Collected data entries

________________________

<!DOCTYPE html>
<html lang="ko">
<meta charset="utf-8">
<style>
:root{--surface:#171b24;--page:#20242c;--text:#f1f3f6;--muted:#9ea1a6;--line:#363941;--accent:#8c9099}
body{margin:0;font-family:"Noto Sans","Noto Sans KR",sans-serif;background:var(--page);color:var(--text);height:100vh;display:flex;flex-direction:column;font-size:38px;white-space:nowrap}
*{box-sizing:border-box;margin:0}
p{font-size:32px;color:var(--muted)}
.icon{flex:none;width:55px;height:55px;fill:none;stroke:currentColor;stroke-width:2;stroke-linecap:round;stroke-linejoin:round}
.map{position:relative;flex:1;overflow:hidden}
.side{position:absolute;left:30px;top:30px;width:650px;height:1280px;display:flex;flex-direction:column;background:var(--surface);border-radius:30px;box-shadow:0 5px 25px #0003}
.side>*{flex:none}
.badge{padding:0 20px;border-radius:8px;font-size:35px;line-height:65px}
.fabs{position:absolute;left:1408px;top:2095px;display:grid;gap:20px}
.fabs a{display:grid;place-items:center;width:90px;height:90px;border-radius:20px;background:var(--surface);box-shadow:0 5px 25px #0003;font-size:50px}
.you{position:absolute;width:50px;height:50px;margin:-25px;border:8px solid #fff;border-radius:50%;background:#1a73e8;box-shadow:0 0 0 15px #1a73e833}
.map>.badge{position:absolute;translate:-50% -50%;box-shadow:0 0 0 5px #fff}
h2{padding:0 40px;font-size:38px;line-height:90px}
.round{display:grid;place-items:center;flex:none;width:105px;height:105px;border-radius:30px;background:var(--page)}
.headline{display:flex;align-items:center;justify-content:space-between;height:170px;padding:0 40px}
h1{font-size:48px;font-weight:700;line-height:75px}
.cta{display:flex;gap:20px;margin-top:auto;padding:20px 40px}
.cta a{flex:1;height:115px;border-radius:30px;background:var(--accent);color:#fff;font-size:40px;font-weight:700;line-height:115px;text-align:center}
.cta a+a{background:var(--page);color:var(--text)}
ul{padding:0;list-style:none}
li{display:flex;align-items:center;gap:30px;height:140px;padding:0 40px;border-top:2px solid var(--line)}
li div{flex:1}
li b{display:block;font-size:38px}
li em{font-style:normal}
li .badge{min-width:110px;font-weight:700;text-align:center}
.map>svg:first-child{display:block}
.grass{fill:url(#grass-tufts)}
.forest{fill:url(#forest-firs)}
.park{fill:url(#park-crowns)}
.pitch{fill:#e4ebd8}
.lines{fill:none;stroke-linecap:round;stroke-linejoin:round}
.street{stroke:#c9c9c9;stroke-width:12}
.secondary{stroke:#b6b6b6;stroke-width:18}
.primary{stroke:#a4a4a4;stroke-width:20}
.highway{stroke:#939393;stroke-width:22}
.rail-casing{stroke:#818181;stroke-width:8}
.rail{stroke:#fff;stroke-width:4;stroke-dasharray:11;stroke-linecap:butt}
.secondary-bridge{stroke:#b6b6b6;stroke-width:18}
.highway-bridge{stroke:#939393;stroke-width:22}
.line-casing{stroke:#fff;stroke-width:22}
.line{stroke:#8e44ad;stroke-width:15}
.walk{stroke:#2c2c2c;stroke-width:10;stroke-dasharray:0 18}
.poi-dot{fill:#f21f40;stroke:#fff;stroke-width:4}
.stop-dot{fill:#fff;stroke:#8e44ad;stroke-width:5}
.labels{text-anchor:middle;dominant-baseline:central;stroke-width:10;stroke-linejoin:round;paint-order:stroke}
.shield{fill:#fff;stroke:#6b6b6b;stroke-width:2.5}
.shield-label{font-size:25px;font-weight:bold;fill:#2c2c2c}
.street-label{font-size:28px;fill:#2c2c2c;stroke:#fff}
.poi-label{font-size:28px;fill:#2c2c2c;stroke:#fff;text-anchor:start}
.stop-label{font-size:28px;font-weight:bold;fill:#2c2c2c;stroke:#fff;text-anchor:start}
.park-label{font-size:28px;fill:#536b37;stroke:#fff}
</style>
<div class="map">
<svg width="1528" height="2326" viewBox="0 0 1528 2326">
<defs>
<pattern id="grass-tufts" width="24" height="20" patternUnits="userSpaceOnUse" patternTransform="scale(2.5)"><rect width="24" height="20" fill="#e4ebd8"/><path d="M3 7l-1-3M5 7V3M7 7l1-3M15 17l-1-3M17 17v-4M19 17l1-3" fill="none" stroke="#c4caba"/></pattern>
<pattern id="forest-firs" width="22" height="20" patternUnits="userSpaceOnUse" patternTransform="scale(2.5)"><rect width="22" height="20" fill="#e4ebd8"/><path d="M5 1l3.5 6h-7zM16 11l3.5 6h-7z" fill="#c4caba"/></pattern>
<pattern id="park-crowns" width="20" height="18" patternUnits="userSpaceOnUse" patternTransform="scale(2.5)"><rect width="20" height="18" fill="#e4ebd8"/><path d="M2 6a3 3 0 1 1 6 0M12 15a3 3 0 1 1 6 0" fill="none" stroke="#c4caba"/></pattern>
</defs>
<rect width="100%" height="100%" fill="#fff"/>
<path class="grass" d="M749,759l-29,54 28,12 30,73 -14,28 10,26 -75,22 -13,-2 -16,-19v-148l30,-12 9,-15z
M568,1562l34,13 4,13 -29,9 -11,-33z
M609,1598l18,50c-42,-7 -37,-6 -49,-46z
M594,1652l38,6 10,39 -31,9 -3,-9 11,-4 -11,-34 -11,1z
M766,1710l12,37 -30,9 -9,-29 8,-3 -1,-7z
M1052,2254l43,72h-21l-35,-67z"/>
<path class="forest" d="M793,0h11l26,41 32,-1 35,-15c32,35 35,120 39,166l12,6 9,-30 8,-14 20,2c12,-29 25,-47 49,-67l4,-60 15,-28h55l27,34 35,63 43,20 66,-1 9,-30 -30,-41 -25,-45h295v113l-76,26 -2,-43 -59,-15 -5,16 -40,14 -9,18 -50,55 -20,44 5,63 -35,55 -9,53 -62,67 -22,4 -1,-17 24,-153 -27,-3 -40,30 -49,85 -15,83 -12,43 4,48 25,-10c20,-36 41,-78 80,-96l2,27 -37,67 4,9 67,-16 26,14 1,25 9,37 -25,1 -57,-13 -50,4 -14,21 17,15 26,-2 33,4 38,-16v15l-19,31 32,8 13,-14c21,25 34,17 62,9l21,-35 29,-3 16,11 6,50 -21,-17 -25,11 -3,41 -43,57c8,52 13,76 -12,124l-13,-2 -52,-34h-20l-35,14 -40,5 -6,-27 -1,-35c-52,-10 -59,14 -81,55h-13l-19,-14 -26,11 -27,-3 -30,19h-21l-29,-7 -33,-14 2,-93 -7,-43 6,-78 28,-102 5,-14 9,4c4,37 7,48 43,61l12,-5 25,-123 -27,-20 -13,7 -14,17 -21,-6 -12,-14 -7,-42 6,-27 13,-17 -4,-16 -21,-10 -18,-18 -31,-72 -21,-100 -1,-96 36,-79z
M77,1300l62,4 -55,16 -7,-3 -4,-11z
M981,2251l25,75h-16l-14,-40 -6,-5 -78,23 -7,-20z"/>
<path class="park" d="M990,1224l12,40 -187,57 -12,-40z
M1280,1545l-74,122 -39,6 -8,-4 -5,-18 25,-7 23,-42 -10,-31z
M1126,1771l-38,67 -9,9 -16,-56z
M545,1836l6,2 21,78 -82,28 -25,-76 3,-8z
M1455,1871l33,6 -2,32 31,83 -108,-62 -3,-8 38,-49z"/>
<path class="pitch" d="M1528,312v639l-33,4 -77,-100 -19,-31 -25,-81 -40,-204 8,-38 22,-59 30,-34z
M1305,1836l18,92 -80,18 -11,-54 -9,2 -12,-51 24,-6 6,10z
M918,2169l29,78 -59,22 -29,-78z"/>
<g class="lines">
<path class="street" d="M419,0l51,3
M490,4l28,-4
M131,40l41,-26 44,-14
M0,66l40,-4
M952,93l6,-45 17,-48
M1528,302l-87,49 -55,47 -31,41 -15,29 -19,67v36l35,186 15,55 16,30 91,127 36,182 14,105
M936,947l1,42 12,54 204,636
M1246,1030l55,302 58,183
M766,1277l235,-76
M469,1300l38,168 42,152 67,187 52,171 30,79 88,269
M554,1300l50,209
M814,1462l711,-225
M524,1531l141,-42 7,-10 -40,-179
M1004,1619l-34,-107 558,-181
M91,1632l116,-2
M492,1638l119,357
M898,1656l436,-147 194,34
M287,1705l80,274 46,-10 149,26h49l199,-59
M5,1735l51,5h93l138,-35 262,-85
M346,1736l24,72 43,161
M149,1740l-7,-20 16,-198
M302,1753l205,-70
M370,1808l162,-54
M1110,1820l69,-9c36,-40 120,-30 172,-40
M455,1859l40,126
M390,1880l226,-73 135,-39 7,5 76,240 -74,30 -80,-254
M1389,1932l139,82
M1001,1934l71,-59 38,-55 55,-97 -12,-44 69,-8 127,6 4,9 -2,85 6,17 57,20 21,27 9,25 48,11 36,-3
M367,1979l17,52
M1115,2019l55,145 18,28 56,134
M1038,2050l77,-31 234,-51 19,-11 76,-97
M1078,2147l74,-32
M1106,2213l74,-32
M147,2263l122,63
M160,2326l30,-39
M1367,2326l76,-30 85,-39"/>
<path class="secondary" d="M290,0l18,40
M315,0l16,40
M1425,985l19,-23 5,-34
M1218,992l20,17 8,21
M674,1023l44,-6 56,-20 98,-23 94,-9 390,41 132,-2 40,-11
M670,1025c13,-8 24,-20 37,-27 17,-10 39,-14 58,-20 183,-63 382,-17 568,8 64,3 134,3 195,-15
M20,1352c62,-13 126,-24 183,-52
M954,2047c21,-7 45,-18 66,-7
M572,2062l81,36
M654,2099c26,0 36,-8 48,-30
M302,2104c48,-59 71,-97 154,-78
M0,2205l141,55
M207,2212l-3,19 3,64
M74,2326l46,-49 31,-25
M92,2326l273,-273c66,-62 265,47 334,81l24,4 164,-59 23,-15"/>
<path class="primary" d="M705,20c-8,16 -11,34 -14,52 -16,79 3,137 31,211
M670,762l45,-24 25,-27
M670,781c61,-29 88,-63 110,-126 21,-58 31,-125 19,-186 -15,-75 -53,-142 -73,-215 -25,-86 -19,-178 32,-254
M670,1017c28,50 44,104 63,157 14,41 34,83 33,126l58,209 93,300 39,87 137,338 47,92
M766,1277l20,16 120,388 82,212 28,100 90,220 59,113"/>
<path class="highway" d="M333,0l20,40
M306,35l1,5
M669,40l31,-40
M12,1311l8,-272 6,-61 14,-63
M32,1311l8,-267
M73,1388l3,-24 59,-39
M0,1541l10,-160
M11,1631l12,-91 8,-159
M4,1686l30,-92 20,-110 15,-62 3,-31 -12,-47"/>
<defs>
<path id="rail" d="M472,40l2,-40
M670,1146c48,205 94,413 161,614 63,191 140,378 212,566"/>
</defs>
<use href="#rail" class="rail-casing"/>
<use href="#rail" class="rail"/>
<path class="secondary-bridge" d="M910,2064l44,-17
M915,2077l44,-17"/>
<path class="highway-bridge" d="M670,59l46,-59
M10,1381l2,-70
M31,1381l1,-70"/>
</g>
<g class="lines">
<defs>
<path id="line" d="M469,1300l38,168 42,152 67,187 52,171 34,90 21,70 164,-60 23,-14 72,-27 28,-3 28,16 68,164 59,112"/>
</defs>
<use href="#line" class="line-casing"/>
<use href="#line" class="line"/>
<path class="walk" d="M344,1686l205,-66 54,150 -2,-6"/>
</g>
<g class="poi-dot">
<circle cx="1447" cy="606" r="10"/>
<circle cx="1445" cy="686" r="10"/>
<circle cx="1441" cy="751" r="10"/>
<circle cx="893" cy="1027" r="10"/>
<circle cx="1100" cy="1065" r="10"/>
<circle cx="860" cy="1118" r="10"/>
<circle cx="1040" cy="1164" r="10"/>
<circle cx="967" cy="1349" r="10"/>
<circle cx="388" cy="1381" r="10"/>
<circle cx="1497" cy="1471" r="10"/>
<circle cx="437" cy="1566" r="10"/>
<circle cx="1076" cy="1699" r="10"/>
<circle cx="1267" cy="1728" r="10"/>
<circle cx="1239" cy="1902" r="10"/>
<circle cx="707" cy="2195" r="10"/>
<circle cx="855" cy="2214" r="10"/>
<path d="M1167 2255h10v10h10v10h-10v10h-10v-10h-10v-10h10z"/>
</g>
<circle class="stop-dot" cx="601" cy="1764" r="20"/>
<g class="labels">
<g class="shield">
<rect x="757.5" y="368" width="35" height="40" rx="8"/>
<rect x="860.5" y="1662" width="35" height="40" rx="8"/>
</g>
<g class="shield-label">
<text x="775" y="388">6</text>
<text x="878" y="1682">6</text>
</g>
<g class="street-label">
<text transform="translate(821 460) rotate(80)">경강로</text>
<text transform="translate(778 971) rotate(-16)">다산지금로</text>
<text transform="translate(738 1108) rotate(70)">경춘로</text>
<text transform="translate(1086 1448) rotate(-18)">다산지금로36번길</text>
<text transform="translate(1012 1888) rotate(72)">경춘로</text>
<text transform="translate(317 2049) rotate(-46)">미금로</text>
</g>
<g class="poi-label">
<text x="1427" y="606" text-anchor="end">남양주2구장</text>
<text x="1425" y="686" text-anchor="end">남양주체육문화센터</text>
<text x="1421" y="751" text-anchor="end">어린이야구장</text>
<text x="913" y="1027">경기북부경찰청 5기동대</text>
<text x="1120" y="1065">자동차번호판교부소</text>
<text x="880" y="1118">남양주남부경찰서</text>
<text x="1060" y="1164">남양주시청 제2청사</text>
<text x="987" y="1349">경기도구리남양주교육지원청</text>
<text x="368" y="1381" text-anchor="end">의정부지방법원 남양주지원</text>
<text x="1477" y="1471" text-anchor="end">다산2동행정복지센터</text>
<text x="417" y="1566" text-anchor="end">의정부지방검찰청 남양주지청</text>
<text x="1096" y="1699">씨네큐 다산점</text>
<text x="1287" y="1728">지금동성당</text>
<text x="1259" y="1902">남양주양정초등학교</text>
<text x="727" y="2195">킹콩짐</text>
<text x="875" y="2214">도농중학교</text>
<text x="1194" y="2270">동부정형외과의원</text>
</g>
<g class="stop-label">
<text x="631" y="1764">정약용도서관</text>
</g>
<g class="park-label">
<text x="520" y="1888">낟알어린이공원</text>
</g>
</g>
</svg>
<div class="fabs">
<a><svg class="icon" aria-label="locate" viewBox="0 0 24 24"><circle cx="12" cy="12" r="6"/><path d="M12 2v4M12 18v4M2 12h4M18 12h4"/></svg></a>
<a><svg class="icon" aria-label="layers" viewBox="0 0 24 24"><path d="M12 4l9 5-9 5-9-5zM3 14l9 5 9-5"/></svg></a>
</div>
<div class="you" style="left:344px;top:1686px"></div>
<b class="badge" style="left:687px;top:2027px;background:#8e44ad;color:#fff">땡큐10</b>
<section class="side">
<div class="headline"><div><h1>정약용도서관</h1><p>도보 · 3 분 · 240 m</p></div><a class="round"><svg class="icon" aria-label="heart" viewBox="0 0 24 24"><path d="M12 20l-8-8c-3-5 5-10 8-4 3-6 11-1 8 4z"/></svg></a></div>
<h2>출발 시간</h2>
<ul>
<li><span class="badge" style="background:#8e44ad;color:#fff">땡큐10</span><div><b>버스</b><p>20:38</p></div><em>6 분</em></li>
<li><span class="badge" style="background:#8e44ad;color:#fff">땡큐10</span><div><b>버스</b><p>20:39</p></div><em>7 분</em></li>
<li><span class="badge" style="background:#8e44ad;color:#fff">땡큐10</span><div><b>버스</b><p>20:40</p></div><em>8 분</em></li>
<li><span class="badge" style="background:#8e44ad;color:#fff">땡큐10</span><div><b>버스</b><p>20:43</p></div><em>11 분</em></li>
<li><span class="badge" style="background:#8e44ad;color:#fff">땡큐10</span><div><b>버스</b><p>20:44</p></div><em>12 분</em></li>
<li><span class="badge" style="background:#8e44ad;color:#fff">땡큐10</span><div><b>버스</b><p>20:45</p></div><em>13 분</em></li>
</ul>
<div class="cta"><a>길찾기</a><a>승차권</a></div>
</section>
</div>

________________________

Task item
Please report how many lines of the entries above include "linecap". Only the number is wanted.

Answer area
3